If Mrs. Trapping was absent from the card, Elöise Dujong was even more so—was she not the man's mistress? This was convenient if Elöise hoped to assuage Svenson's anger, but Doctor Svenson was not truly angry—perhaps, he thought dryly, it was a lifelong failing. The choices Elöise had made, however much apart from his own desires, were too easily seen to be contingent and human. She had done what she had done—though he did not especially want to think about it— just as he had buried his own grief for Corinna in useless service. And yet, to present him with the experience of this man—was that not simply cruel? Being the object of such cruelty deadened his heart. What else would she expect? What could trump the visceral distaste of being placed within his rival's body? That Trapping was sad? That Trapping loathed his in-laws? What did either of these matter when Svenson would have happily seen Trapping horsewhipped by both brothers and thrown into a salt-bath?

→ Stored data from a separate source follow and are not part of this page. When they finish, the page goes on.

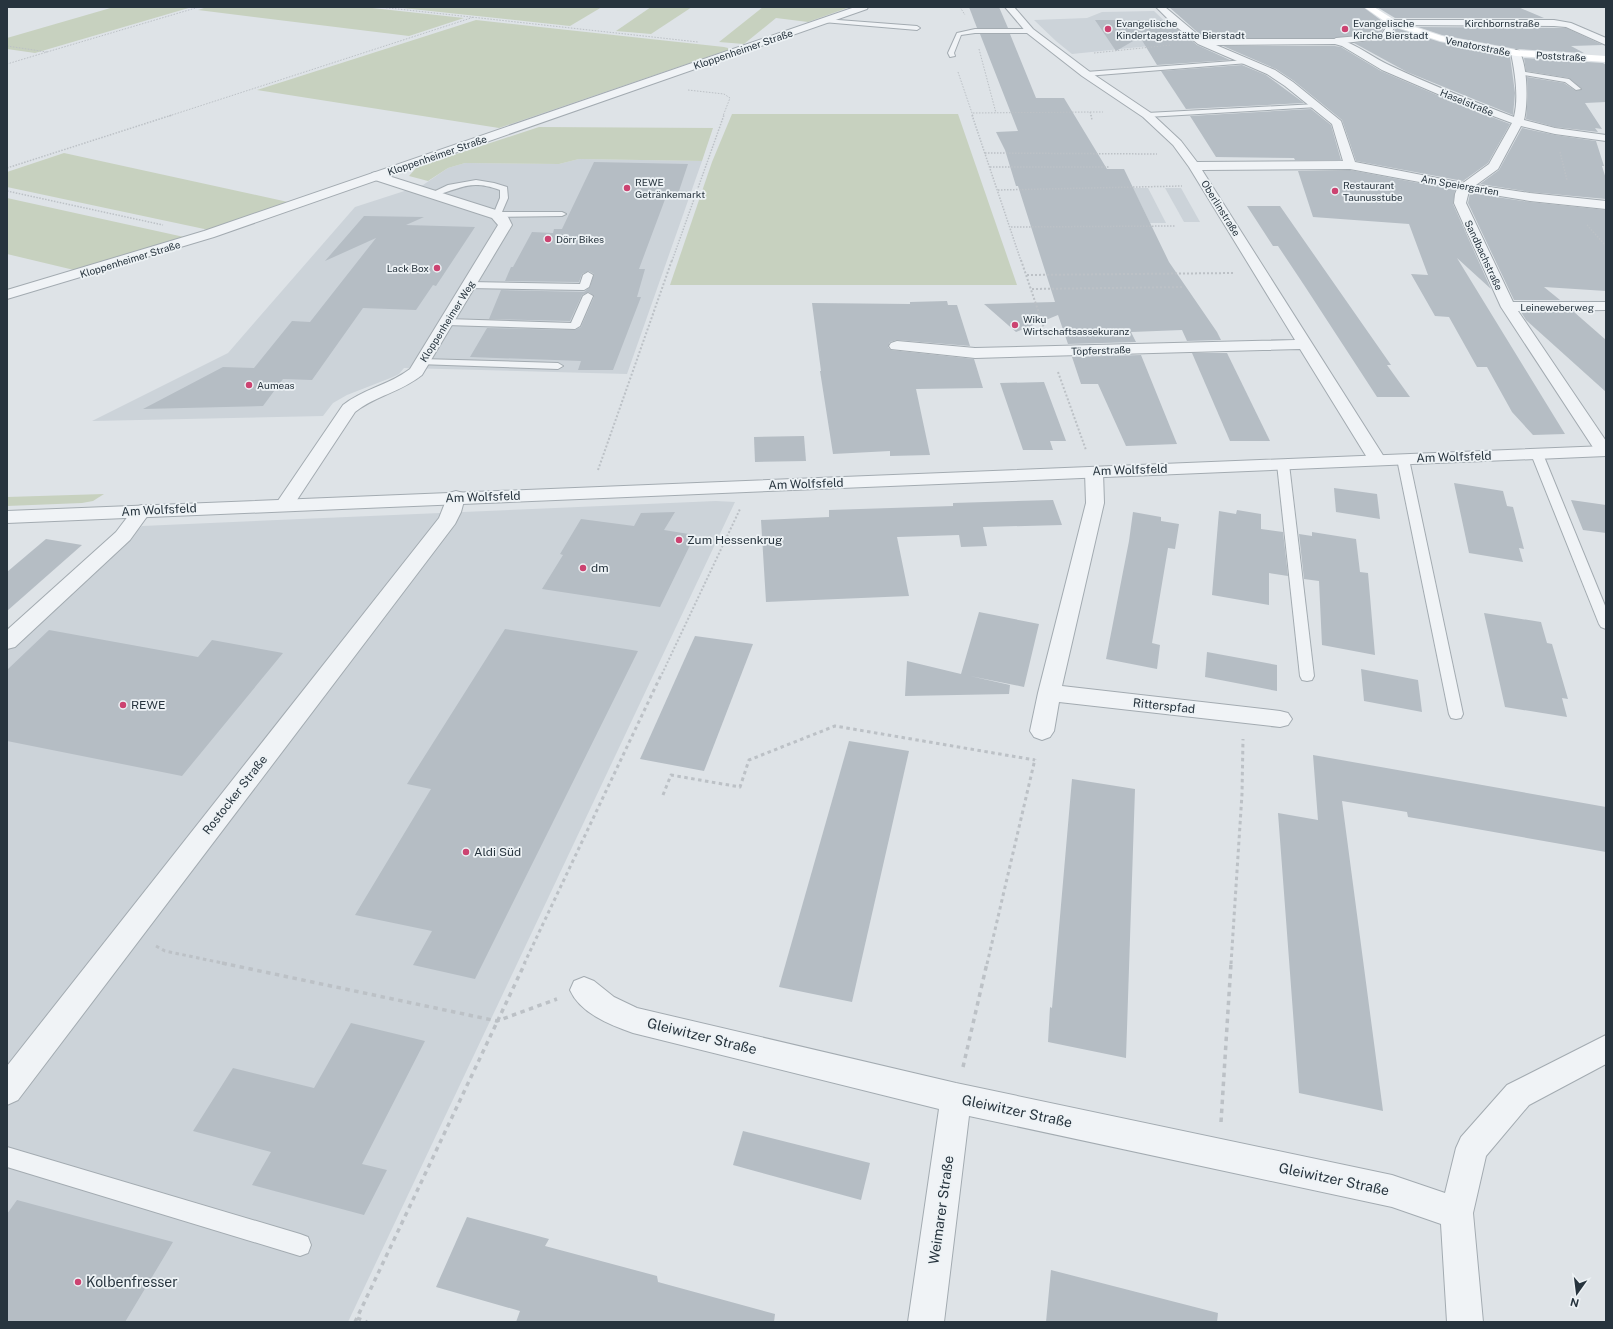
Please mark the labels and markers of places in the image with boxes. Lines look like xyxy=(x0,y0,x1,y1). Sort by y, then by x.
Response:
place label: Evangelische Kindertagesstätte Bierstadt xyxy=(1116,17,1245,41)
place label: Evangelische Kirche Bierstadt xyxy=(1353,17,1428,41)
marker: Evangelische Kindertagesstätte Bierstadt xyxy=(1103,24,1113,34)
marker: Evangelische Kirche Bierstadt xyxy=(1340,24,1350,34)
place label: REWE Getränkemarkt xyxy=(635,176,705,200)
place label: Restaurant Taunusstube xyxy=(1343,179,1403,203)
marker: REWE Getränkemarkt xyxy=(622,183,632,193)
marker: Restaurant Taunusstube xyxy=(1330,186,1340,196)
place label: Dörr Bikes xyxy=(556,233,604,245)
marker: Dörr Bikes xyxy=(543,234,553,244)
place label: Lack Box xyxy=(387,262,429,274)
marker: Lack Box xyxy=(432,263,442,273)
place label: Wiku Wirtschaftsassekuranz xyxy=(1023,313,1129,337)
marker: Wiku Wirtschaftsassekuranz xyxy=(1010,320,1020,330)
place label: Aumeas xyxy=(257,379,295,391)
marker: Aumeas xyxy=(244,380,254,390)
place label: Zum Hessenkrug xyxy=(687,533,783,547)
marker: Zum Hessenkrug xyxy=(674,535,684,545)
place label: dm xyxy=(591,561,609,575)
marker: dm xyxy=(578,563,588,573)
place label: REWE xyxy=(131,698,166,712)
marker: REWE xyxy=(118,700,128,710)
place label: Aldi Süd xyxy=(474,845,521,859)
marker: Aldi Süd xyxy=(461,847,471,857)
place label: Kolbenfresser xyxy=(86,1274,178,1290)
marker: Kolbenfresser xyxy=(73,1277,83,1287)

THE LIGHT still blazed through the factory's windows, and Svenson could see the shadows of a gathered crowd against the wooden wall. As he came nearer he heard a buzz of discontentment, affronted mutters, and calls of disbelief. The gate had not opened, a turn of events the crowd found altogether unexplainable. The men with torches held them high, the better to shout to the unanswering windows. Their dress was not as formal as when he'd seen these same people at the final Harschmort gala, but there was no question they represented the highest levels of profession, the military. There was also a rank of younger faces within the whole—those for whom profession was but a path to pass the time, high-born siblings or cousins living near enough to taste the titles they would never hold, forever nursing jealousies and resentments. Svenson compared this gathering with the servants and clerks he'd met on the train to Tarr Manor, seduced into selling the dark secrets of their masters in exchange for what to the Cabal must have seemed like red feathers given to South Sea islanders for land—a decent place to live and enough money for a new coat in winter. What could any of the well-placed people before him lack, by what lures had they been led along? The Doctor shook his head—the terms did not matter at all. The Cabal had suborned each group by dangling before their eyes a credible prospect of hope.